> [Stored data]
= Beginning of Section =
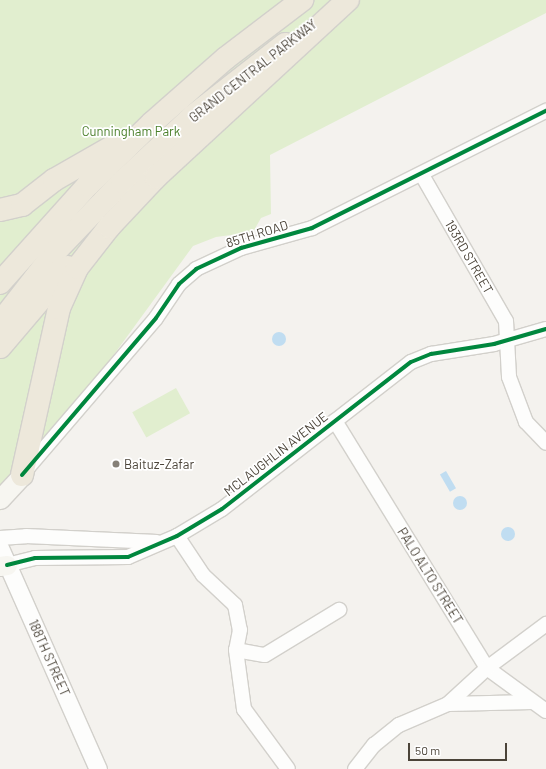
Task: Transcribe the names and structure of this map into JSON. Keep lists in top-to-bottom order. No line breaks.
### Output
{"streets":{"highway":["GRAND CENTRAL PARKWAY"],"main road":["85TH ROAD"],"street":["193RD STREET","MCLAUGHLIN AVENUE","PALO ALTO STREET","188TH STREET"]},"crossings":[["85TH ROAD","193RD STREET"],["193RD STREET","MCLAUGHLIN AVENUE"],["MCLAUGHLIN AVENUE","PALO ALTO STREET"],["MCLAUGHLIN AVENUE","188TH STREET"]],"parks":["Cunningham Park"],"places":["Baituz-Zafar"],"scale_bar":"50 m"}
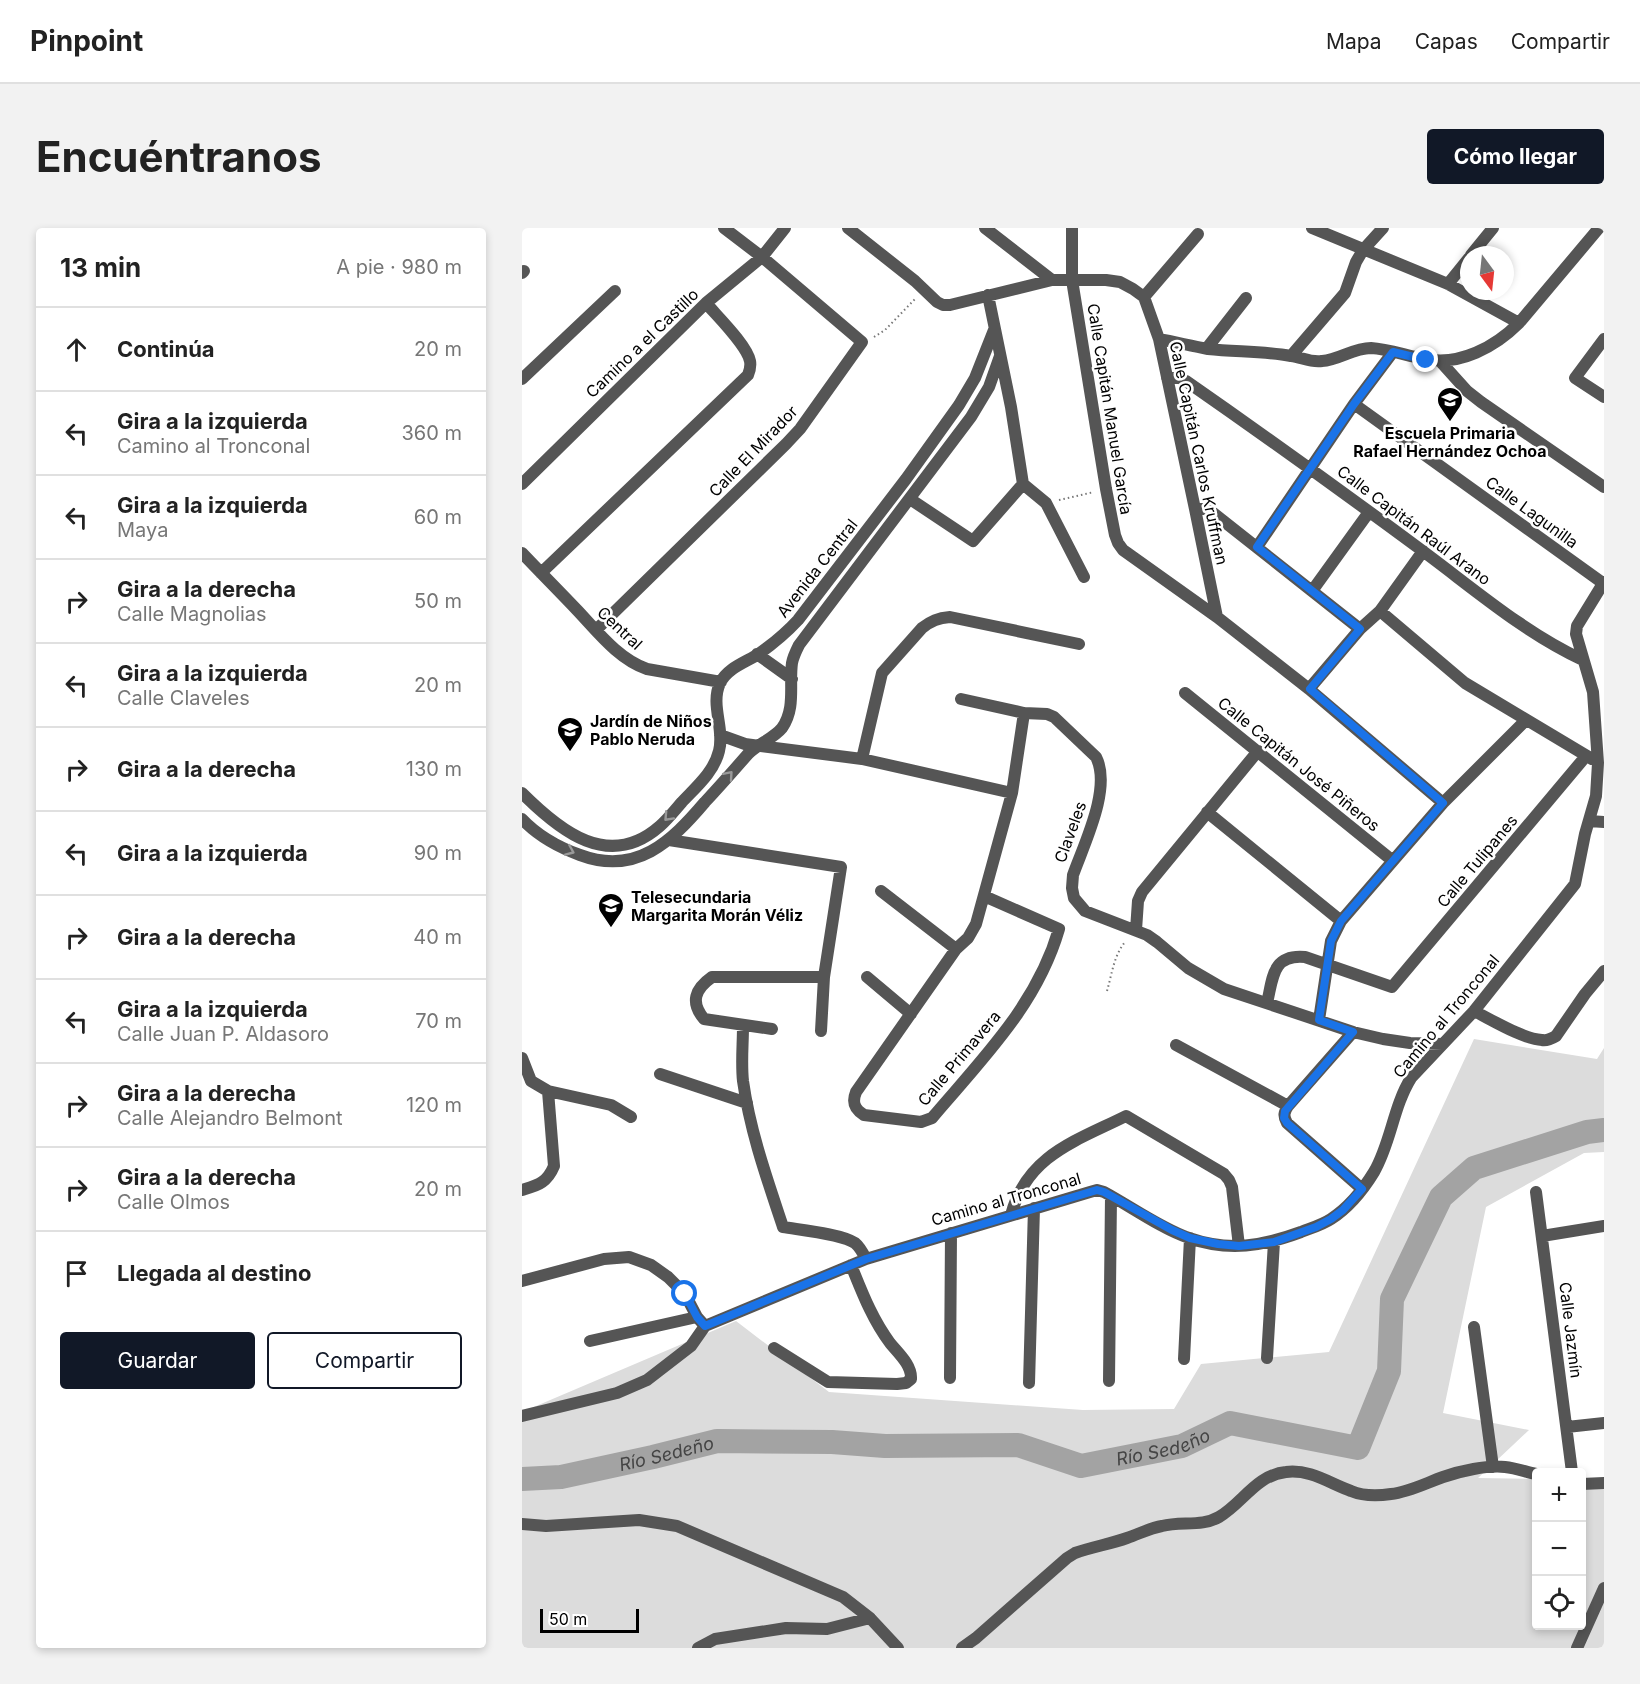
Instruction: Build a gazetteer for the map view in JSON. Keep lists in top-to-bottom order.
{
  "streets": {
    "street": [
      "Camino a el Castillo",
      "Calle Capitán Manuel García",
      "Calle El Mirador",
      "Calle Capitán Carlos Kruffman",
      "Calle Lagunilla",
      "Calle Capitán Raúl Arano",
      "Avenida Central",
      "Central",
      "Calle Capitán José Piñeros",
      "Claveles",
      "Calle Tulipanes",
      "Camino al Tronconal",
      "Calle Primavera",
      "Calle Jazmín"
    ]
  },
  "crossings": [
    ["Calle Capitán Manuel García", "Calle Capitán Carlos Kruffman"],
    ["Calle El Mirador", "Central"],
    ["Calle Capitán Carlos Kruffman", "Calle Capitán Raúl Arano"],
    ["Calle Lagunilla", "Camino al Tronconal"],
    ["Calle Capitán Raúl Arano", "Camino al Tronconal"],
    ["Avenida Central", "Central"]
  ],
  "water": ["Río Sedeño"],
  "places": {
    "school or university": ["Escuela Primaria Rafael Hernández Ochoa", "Jardín de Niños Pablo Neruda", "Telesecundaria Margarita Morán Véliz"]
  },
  "scale_bar": "50 m",
  "north": "bottom",
  "page": {
    "header": "Pinpoint",
    "nav": ["Mapa", "Capas", "Compartir"],
    "buttons": [
      "Cómo llegar",
      ["Guardar", "Compartir"]
    ],
    "title": "Encuéntranos",
    "heading": ["13 min", "A pie · 980 m"],
    "list": [
      ["Continúa", "20 m"],
      ["Gira a la izquierda", "Camino al Tronconal", "360 m"],
      ["Gira a la izquierda", "Maya", "60 m"],
      ["Gira a la derecha", "Calle Magnolias", "50 m"],
      ["Gira a la izquierda", "Calle Claveles", "20 m"],
      ["Gira a la derecha", "130 m"],
      ["Gira a la izquierda", "90 m"],
      ["Gira a la derecha", "40 m"],
      ["Gira a la izquierda", "Calle Juan P. Aldasoro", "70 m"],
      ["Gira a la derecha", "Calle Alejandro Belmont", "120 m"],
      ["Gira a la derecha", "Calle Olmos", "20 m"],
      "Llegada al destino"
    ],
    "map_buttons": ["+", "−"],
    "scale": "50 m"
  }
}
= End of Section =
The output must be every line of the records, printed exactly, with the pictures omitted.

> [Task solution]
Task: Transcribe the names and structure of this map into JSON. Keep lists in top-to-bottom order. No line breaks.
### Output
{"streets":{"highway":["GRAND CENTRAL PARKWAY"],"main road":["85TH ROAD"],"street":["193RD STREET","MCLAUGHLIN AVENUE","PALO ALTO STREET","188TH STREET"]},"crossings":[["85TH ROAD","193RD STREET"],["193RD STREET","MCLAUGHLIN AVENUE"],["MCLAUGHLIN AVENUE","PALO ALTO STREET"],["MCLAUGHLIN AVENUE","188TH STREET"]],"parks":["Cunningham Park"],"places":["Baituz-Zafar"],"scale_bar":"50 m"}
Instruction: Build a gazetteer for the map view in JSON. Keep lists in top-to-bottom order.
{
  "streets": {
    "street": [
      "Camino a el Castillo",
      "Calle Capitán Manuel García",
      "Calle El Mirador",
      "Calle Capitán Carlos Kruffman",
      "Calle Lagunilla",
      "Calle Capitán Raúl Arano",
      "Avenida Central",
      "Central",
      "Calle Capitán José Piñeros",
      "Claveles",
      "Calle Tulipanes",
      "Camino al Tronconal",
      "Calle Primavera",
      "Calle Jazmín"
    ]
  },
  "crossings": [
    ["Calle Capitán Manuel García", "Calle Capitán Carlos Kruffman"],
    ["Calle El Mirador", "Central"],
    ["Calle Capitán Carlos Kruffman", "Calle Capitán Raúl Arano"],
    ["Calle Lagunilla", "Camino al Tronconal"],
    ["Calle Capitán Raúl Arano", "Camino al Tronconal"],
    ["Avenida Central", "Central"]
  ],
  "water": ["Río Sedeño"],
  "places": {
    "school or university": ["Escuela Primaria Rafael Hernández Ochoa", "Jardín de Niños Pablo Neruda", "Telesecundaria Margarita Morán Véliz"]
  },
  "scale_bar": "50 m",
  "north": "bottom",
  "page": {
    "header": "Pinpoint",
    "nav": ["Mapa", "Capas", "Compartir"],
    "buttons": [
      "Cómo llegar",
      ["Guardar", "Compartir"]
    ],
    "title": "Encuéntranos",
    "heading": ["13 min", "A pie · 980 m"],
    "list": [
      ["Continúa", "20 m"],
      ["Gira a la izquierda", "Camino al Tronconal", "360 m"],
      ["Gira a la izquierda", "Maya", "60 m"],
      ["Gira a la derecha", "Calle Magnolias", "50 m"],
      ["Gira a la izquierda", "Calle Claveles", "20 m"],
      ["Gira a la derecha", "130 m"],
      ["Gira a la izquierda", "90 m"],
      ["Gira a la derecha", "40 m"],
      ["Gira a la izquierda", "Calle Juan P. Aldasoro", "70 m"],
      ["Gira a la derecha", "Calle Alejandro Belmont", "120 m"],
      ["Gira a la derecha", "Calle Olmos", "20 m"],
      "Llegada al destino"
    ],
    "map_buttons": ["+", "−"],
    "scale": "50 m"
  }
}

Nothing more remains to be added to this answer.